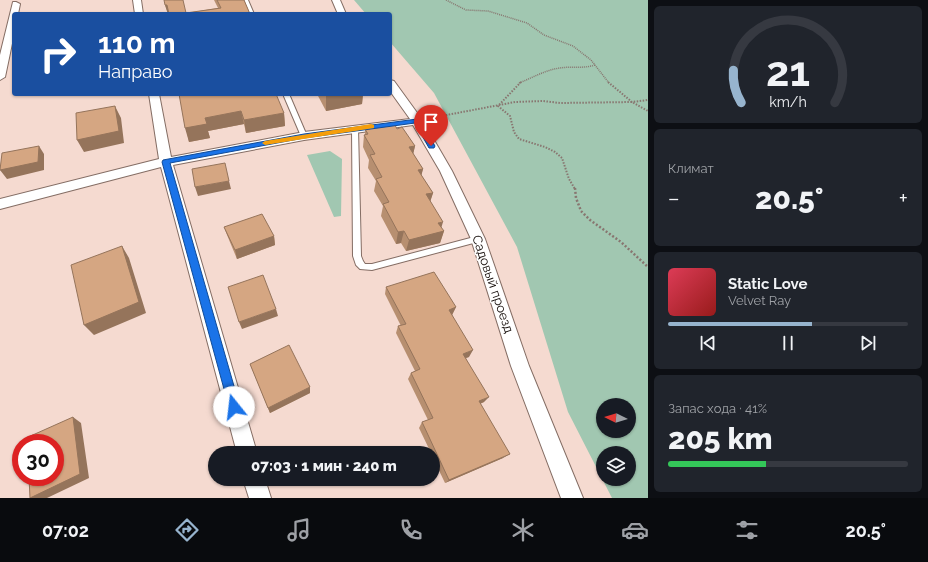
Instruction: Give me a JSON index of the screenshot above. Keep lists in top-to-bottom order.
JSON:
{
  "streets": {
    "street": ["Садовый проезд"]
  },
  "north": "left",
  "page": {
    "turn": ["110 m", "Направо"],
    "tile": [
      "Климат",
      ["Запас хода · 41%", "205 km"]
    ],
    "heat": ["−", "20.5°", "+"],
    "song": ["Static Love", "Velvet Ray"],
    "limit": "30",
    "trip": "07:03 · 1 мин · 240 m",
    "tabs": ["07:02", "20.5°"],
    "gauge": ["21", "km/h"]
  }
}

□ □ □ □

TASK DIRECTIONS: Reproduce the entries above word for word. Pictures stay out.

EXERCISE RESPONSE:
Instruction: Give me a JSON index of the screenshot above. Keep lists in top-to-bottom order.
JSON:
{
  "streets": {
    "street": ["Садовый проезд"]
  },
  "north": "left",
  "page": {
    "turn": ["110 m", "Направо"],
    "tile": [
      "Климат",
      ["Запас хода · 41%", "205 km"]
    ],
    "heat": ["−", "20.5°", "+"],
    "song": ["Static Love", "Velvet Ray"],
    "limit": "30",
    "trip": "07:03 · 1 мин · 240 m",
    "tabs": ["07:02", "20.5°"],
    "gauge": ["21", "km/h"]
  }
}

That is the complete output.